**Exercise objective**
Look through the material below and copy exactly the lines from the line with "position:relative; flex:1; overflow:hidden" to the line with "display:grid; place-items:center; width:36px;", those two lines included.

**Material for the task**
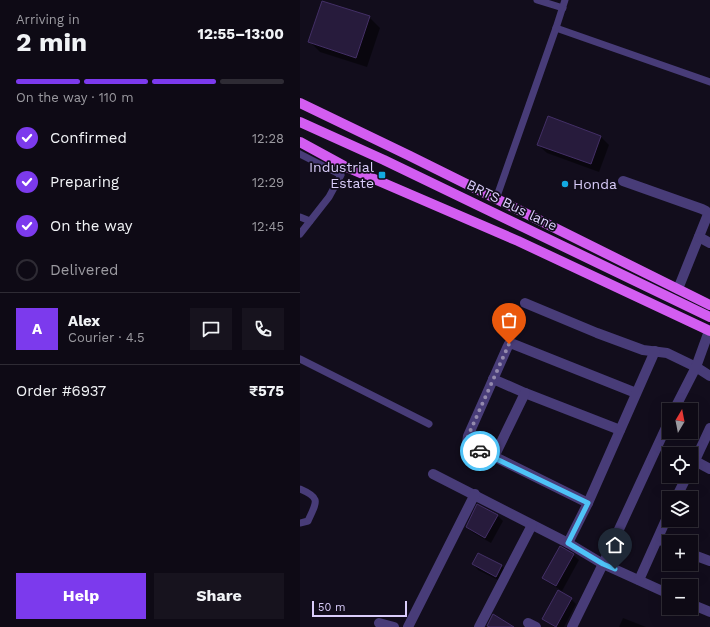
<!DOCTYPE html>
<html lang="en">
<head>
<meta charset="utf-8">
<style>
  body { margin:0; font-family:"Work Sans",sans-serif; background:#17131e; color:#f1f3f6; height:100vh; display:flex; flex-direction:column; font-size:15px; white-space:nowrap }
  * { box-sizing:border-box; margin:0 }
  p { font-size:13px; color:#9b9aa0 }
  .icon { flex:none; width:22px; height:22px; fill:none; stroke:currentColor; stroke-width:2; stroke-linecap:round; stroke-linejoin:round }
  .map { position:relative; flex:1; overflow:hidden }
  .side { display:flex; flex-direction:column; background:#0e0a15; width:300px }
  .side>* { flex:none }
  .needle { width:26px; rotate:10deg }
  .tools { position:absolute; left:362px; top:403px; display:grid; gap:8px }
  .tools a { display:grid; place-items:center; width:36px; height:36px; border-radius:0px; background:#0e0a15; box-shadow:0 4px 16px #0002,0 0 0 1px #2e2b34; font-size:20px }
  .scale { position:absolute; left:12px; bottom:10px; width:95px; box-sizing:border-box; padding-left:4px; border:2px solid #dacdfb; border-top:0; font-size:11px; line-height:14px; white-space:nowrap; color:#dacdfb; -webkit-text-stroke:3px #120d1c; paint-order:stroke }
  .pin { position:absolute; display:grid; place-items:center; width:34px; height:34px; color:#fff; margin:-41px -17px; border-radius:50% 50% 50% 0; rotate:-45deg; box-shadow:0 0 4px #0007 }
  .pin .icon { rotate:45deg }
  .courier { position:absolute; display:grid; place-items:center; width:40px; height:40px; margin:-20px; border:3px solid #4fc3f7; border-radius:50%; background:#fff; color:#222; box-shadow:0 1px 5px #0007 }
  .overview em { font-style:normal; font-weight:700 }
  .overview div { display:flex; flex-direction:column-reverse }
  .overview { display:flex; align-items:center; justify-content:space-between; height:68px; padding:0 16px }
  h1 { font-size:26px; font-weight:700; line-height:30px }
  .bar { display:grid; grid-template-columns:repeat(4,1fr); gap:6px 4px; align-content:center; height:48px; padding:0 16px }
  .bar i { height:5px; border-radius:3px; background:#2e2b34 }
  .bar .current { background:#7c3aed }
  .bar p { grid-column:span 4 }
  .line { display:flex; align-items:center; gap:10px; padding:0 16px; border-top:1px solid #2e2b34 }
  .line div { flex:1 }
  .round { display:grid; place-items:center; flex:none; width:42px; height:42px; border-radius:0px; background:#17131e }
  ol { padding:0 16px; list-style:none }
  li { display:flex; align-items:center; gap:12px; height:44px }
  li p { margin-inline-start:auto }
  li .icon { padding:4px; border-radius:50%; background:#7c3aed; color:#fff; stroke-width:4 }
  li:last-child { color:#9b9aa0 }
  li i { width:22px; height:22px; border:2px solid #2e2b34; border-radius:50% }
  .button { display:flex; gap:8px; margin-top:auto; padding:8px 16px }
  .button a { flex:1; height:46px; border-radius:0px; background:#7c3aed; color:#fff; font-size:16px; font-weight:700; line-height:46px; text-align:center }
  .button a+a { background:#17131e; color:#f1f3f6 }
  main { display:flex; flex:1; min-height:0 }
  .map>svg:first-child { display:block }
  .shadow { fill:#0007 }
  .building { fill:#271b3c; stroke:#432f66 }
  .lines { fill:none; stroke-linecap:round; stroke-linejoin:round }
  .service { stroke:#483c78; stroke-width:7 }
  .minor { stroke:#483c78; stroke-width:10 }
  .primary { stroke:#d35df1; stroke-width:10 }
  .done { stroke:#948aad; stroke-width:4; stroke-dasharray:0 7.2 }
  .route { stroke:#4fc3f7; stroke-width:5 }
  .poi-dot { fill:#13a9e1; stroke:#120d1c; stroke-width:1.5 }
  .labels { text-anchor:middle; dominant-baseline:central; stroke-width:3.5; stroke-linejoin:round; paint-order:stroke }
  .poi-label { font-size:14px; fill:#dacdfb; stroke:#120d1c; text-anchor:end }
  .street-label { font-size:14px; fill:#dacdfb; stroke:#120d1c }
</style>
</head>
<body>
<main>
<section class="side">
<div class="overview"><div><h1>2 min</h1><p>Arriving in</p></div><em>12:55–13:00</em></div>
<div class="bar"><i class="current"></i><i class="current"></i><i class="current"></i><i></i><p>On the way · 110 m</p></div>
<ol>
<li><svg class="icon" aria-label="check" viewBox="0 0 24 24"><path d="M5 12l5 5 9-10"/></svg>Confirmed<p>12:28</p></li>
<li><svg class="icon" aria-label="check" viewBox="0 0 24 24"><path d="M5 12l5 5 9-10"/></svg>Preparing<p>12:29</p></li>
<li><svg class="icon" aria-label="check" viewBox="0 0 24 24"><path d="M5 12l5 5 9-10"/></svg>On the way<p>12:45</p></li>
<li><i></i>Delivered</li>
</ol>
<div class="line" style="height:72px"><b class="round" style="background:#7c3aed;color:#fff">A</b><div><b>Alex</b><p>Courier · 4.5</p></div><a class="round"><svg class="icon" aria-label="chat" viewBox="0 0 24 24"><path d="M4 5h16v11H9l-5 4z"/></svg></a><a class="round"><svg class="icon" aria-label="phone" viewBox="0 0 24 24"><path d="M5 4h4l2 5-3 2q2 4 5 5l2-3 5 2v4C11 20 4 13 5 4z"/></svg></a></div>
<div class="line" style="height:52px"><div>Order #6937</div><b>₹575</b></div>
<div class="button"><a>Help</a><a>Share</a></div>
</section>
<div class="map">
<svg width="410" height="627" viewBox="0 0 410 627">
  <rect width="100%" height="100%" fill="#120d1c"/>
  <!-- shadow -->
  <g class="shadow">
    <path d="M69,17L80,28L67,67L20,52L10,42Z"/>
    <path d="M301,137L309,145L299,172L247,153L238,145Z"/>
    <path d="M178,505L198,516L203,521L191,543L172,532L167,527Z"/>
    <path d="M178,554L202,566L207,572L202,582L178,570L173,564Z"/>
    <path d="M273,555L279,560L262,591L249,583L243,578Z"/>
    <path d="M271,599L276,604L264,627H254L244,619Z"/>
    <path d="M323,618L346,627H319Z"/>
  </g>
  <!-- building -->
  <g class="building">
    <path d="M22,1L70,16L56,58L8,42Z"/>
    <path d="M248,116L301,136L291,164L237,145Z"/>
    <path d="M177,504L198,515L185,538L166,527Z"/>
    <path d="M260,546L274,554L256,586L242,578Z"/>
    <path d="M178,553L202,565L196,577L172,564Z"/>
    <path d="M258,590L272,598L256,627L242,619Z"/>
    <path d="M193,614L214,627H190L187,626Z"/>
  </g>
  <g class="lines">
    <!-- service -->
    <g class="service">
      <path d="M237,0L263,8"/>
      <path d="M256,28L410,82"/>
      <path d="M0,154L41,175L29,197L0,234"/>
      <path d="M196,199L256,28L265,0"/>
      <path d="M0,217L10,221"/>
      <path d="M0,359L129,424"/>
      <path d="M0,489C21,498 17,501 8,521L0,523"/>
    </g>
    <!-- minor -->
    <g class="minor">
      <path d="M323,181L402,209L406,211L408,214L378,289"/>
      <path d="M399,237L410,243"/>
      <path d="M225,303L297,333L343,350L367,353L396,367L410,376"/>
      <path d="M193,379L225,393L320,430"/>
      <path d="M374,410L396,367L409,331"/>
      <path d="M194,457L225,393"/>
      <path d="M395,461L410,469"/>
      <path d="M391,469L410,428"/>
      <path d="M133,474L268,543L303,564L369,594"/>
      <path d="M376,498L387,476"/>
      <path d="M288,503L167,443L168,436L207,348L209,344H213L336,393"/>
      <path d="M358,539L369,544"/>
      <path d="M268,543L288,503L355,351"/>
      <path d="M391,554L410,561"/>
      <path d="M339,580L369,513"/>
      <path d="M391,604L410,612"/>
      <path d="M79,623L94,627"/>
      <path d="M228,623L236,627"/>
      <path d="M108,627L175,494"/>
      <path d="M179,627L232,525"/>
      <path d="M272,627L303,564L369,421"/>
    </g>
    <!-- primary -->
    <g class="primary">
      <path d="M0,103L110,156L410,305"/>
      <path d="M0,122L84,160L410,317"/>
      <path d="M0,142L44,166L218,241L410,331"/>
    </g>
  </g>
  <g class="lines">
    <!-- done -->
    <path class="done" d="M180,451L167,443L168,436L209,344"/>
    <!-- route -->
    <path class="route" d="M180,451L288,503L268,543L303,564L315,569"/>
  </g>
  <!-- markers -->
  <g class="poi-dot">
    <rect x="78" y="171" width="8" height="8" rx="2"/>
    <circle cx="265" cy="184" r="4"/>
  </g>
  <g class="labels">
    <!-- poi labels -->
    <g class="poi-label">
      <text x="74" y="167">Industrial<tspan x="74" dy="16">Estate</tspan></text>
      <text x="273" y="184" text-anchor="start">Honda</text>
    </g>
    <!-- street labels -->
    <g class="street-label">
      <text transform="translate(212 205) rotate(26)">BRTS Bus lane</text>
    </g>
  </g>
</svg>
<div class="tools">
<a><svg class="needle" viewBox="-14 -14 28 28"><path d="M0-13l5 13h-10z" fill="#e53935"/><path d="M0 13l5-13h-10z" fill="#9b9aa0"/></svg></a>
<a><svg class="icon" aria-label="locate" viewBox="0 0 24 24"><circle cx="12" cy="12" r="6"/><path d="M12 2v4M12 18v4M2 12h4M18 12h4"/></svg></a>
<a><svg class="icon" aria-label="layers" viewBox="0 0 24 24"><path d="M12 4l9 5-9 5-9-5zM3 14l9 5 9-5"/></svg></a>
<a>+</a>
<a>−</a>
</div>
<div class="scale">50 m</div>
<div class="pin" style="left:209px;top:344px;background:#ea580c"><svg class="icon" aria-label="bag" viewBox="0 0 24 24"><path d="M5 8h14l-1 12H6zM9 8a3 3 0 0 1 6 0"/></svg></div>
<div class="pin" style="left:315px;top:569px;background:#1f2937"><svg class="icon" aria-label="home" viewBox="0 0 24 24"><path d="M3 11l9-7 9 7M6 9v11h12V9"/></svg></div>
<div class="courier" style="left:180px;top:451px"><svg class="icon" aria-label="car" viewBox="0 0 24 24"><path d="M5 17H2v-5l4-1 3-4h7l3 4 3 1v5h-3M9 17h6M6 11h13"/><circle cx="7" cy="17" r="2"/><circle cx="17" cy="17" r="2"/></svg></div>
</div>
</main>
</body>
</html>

* * *

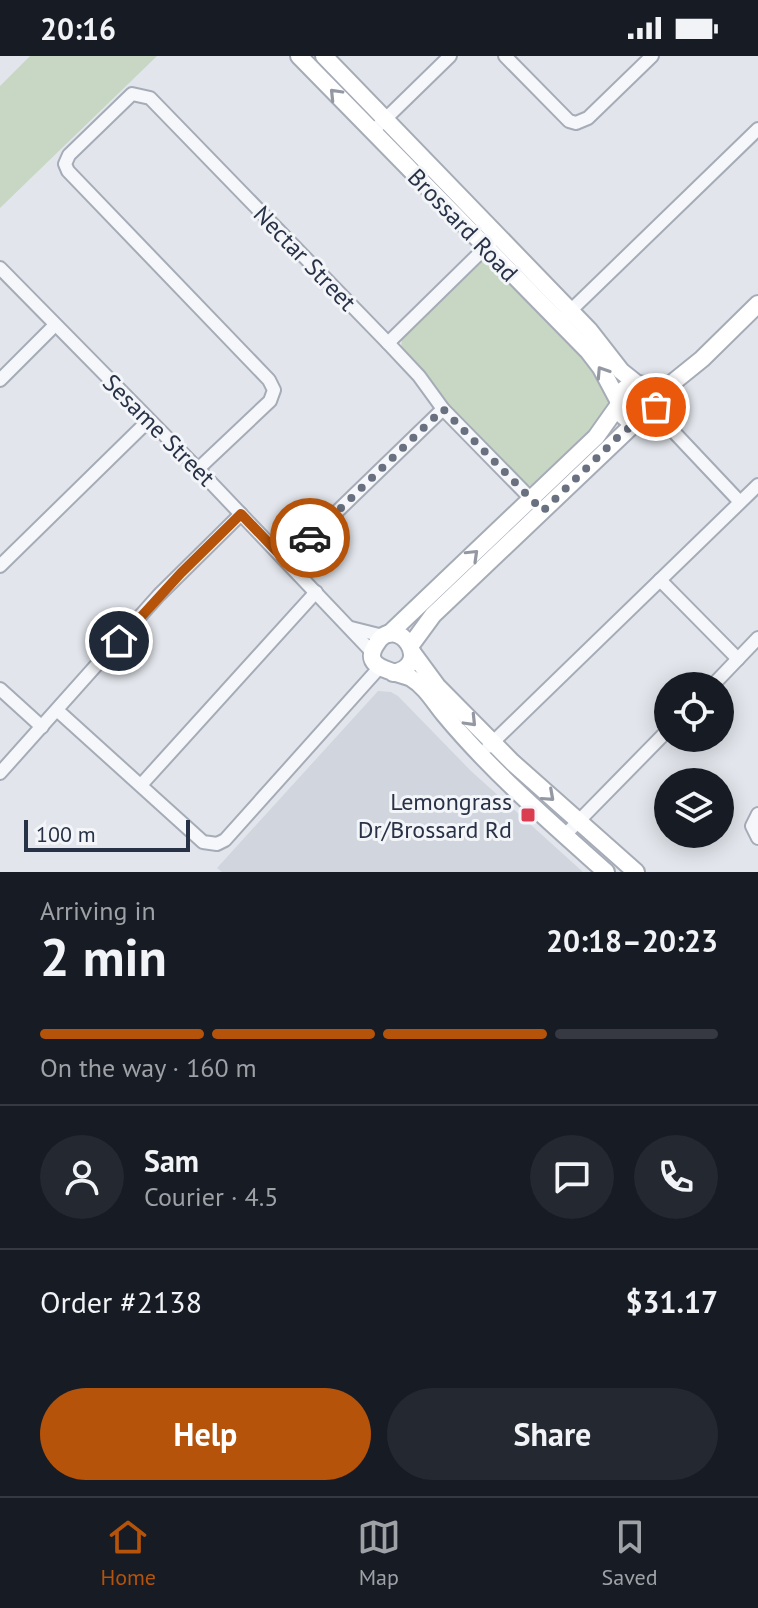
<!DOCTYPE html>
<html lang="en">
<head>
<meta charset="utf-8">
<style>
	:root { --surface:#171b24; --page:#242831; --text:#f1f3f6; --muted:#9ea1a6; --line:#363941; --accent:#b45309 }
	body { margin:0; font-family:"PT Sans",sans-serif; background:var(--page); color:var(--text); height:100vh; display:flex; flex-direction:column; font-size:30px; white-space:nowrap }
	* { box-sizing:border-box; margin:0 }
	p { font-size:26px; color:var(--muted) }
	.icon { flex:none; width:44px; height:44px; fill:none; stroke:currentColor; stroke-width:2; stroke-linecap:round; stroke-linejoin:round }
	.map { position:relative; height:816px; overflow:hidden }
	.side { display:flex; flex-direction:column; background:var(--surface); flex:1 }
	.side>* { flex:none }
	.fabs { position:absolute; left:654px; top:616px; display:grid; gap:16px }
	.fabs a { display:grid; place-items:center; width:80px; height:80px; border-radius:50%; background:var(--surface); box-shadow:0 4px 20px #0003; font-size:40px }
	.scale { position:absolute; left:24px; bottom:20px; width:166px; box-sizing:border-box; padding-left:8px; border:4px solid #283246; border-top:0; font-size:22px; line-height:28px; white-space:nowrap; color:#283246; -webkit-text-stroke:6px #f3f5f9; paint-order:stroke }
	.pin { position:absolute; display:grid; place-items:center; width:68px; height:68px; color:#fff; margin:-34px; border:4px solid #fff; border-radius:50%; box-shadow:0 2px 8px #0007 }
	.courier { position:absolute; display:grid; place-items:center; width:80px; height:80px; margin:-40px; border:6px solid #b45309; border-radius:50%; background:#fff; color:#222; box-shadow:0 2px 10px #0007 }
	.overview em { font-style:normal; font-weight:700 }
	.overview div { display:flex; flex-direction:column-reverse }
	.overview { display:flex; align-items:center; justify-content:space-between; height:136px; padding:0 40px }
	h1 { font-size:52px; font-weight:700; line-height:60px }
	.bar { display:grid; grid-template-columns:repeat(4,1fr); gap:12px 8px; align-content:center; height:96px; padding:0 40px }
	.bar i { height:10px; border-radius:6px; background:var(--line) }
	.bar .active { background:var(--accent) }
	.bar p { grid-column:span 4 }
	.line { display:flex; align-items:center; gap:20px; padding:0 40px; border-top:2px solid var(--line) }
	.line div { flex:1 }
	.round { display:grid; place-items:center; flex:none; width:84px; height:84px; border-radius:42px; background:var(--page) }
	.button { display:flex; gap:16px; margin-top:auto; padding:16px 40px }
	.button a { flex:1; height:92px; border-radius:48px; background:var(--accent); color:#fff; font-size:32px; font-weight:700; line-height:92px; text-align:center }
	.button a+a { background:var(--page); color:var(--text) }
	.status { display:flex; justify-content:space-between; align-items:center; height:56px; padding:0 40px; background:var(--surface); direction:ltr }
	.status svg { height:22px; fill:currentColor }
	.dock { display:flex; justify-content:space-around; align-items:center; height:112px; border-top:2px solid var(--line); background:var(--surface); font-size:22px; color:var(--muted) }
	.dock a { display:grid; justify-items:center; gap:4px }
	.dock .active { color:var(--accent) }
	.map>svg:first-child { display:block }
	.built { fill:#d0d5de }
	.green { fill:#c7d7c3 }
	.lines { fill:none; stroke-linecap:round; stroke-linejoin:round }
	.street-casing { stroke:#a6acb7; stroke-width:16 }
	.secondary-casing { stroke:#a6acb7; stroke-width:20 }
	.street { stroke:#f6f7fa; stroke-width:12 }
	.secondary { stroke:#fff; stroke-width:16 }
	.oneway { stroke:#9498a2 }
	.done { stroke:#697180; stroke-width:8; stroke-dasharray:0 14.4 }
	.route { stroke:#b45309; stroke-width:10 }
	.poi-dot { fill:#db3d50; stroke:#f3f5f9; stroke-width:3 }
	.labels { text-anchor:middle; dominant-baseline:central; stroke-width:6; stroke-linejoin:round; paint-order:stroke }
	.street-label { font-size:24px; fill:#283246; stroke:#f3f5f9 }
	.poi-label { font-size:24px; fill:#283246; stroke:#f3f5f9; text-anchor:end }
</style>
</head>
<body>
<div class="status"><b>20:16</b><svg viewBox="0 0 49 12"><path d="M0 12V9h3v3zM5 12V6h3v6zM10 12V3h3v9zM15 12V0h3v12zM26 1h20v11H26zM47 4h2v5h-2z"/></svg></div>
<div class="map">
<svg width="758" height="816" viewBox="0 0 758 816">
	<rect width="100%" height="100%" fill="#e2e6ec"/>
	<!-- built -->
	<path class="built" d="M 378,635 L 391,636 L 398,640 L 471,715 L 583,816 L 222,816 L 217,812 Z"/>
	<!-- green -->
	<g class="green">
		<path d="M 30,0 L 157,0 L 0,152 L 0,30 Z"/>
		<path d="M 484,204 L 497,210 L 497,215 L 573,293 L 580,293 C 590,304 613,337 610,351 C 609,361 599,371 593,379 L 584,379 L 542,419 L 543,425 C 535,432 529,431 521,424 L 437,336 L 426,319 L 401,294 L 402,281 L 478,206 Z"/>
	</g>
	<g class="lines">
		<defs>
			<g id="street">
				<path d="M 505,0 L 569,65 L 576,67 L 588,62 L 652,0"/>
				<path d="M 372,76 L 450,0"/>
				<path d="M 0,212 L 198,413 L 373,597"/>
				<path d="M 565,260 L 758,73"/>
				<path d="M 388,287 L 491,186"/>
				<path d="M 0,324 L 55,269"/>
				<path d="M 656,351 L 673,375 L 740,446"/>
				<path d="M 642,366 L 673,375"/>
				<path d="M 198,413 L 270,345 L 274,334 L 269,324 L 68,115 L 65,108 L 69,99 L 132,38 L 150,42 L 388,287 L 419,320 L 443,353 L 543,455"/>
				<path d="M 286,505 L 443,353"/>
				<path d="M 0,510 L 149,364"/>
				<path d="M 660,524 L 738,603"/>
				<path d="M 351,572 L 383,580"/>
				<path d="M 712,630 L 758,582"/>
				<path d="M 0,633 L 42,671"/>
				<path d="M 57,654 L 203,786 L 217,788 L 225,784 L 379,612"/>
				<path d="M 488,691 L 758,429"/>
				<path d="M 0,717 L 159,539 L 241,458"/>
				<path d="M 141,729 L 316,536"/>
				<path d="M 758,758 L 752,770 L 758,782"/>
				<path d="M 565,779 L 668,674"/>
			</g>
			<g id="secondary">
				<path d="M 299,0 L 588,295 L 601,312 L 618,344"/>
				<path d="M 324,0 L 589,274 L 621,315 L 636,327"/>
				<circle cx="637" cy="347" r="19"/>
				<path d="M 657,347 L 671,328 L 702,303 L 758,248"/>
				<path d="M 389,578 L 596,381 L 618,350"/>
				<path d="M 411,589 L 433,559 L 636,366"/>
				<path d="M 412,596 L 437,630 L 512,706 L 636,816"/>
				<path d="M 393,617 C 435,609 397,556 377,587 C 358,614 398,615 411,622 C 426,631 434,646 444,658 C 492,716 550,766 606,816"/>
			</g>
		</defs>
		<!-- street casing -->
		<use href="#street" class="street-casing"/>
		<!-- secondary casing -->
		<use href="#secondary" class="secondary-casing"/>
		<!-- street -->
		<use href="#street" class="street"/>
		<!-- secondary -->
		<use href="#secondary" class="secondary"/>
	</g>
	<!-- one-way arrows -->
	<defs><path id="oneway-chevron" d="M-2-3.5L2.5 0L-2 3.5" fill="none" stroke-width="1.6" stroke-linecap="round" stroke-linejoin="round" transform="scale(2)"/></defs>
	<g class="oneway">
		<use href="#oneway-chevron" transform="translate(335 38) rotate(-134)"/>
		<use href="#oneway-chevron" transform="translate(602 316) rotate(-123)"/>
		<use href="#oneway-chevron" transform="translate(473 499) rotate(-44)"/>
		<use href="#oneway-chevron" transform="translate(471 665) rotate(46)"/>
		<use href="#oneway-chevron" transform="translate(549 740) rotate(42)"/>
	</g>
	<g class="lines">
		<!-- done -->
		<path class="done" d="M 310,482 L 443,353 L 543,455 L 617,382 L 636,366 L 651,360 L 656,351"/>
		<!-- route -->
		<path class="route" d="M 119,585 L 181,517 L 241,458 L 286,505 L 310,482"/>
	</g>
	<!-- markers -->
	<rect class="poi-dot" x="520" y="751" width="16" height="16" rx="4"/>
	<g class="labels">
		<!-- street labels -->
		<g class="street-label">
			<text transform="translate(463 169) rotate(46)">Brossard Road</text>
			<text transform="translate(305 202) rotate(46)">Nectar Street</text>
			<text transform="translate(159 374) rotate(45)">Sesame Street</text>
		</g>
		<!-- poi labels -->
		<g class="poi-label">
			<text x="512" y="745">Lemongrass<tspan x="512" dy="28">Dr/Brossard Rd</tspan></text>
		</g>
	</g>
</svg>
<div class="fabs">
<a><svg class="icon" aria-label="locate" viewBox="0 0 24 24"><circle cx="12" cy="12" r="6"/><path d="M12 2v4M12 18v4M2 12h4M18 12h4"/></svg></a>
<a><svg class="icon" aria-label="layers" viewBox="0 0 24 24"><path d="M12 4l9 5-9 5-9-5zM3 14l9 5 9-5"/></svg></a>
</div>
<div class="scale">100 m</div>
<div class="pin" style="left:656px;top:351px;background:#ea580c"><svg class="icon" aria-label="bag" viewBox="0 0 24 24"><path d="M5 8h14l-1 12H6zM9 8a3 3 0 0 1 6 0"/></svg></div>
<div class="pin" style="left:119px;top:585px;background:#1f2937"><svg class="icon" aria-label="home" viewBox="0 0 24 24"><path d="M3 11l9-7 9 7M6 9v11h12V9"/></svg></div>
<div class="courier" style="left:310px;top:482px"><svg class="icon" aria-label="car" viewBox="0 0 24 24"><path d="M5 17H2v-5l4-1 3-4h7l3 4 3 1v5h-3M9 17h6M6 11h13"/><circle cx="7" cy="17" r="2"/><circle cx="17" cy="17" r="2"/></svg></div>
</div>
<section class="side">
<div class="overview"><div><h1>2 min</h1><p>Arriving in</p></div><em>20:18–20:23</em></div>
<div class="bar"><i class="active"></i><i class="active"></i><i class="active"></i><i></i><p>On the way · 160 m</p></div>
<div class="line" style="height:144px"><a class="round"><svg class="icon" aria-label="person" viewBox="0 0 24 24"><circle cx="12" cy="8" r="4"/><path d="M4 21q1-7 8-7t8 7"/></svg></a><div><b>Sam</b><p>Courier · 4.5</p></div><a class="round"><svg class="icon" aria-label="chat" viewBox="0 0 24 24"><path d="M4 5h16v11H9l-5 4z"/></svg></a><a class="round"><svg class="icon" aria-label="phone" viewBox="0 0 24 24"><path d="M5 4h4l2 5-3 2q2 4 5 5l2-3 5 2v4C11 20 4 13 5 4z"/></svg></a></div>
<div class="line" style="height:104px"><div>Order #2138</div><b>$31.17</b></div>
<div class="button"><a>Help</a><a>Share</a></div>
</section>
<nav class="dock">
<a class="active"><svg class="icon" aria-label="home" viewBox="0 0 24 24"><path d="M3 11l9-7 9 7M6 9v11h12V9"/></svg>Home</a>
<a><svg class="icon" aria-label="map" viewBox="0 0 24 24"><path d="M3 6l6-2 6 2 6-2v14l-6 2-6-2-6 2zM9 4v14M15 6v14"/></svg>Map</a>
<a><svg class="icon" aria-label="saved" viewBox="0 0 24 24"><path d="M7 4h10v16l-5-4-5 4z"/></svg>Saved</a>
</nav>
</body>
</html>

**Task response**
  .map { position:relative; flex:1; overflow:hidden }
  .side { display:flex; flex-direction:column; background:#0e0a15; width:300px }
  .side>* { flex:none }
  .needle { width:26px; rotate:10deg }
  .tools { position:absolute; left:362px; top:403px; display:grid; gap:8px }
  .tools a { display:grid; place-items:center; width:36px; height:36px; border-radius:0px; background:#0e0a15; box-shadow:0 4px 16px #0002,0 0 0 1px #2e2b34; font-size:20px }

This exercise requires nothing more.